All Products
Search
Document Center

Container Service for Kubernetes:Update an ACK cluster

Last Updated:Jan 22, 2024

Outdated cluster versions may have security and stability issues. To ensure business continuity, Container Service for Kubernetes (ACK) uses in-place updates to update ACK clusters. You can update the Kubernetes version of an ACK cluster in the ACK console, or update the control planes and node pools of the cluster separately. This topic describes the usage notes before and after an update and the procedure for updating an ACK cluster.

Why ACK clusters need updates

ACK guarantees the stability of the latest three Kubernetes major versions. For example, ACK discontinues the support for Kubernetes 1.22 when ACK is updated to support the following even-numbered major versions: Kubernetes 1.24, 1.26, and 1.28. In this case, you can no longer create ACK clusters that run Kubernetes 1.22.

Proactive updates provide the following benefits:

  • Reduced security and stability risks: New Kubernetes versions are usually released to add optimizations and patch security and stability vulnerabilities.

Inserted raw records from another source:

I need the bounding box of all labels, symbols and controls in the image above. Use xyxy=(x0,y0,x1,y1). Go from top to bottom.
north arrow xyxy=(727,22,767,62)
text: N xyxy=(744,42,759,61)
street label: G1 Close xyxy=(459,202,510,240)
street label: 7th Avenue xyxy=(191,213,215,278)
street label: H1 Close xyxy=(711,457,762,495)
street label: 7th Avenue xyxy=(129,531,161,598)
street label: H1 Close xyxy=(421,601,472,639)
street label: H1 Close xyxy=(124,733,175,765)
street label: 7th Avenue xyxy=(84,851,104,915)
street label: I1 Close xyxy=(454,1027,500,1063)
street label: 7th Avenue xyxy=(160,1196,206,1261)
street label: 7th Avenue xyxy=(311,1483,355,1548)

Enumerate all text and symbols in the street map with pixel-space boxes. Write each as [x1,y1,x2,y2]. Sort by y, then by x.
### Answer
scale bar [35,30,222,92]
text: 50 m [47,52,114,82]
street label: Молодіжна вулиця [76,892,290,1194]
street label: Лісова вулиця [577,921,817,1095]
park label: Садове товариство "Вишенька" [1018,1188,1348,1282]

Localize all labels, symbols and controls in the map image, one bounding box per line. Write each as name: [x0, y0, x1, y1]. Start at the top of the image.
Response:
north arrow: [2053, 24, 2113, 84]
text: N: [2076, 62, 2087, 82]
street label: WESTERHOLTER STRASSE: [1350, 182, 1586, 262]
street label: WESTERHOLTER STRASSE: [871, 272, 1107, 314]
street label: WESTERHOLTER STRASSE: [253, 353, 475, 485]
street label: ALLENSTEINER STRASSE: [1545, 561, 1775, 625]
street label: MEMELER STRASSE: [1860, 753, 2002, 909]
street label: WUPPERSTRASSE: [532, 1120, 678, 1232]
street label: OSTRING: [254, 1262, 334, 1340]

Using outdated Kubernetes clusters may pose security and stability risks to your businesses.

  • Improved technical support and customer service: ACK no longer releases security patches or repairs for outdated Kubernetes versions. In addition, ACK does not guarantee the quality of technical support for outdated Kubernetes versions. You can enjoy improved technical support and customer service when using new Kubernetes versions.

  • New features: The iteration of open source Kubernetes usually comes with new features and improvements. ACK will also support these features to optimize your development and maintenance experience.

In addition, for security purposes, ACK reserves the right to force outdated ACK clusters to update to the earliest Kubernetes version supported by ACK. We recommend that you perform the following steps to proactively update your ACK clusters.

Important

When you update an ACK cluster, ACK performs a precheck on the cluster, but ACK does not guarantee that all incompatible features, configurations, and APIs will be detected. According to the Shared responsibility model, we recommend that you pay attention to the release of Kubernetes versions by checking the documentation, information in the console, and internal messages, and learn the update notes of the corresponding version before you update the cluster.

For more information about how ACK supports Kubernetes versions, see Support for Kubernetes versions.

Usage notes (important)

Kubernetes versions

You can update an ACK cluster from a major version only to the next major version. For example, to update the Kubernetes version of an ACK cluster from 1.24 to 1.28, you need to first update the cluster to 1.26 and then update it to 1.28.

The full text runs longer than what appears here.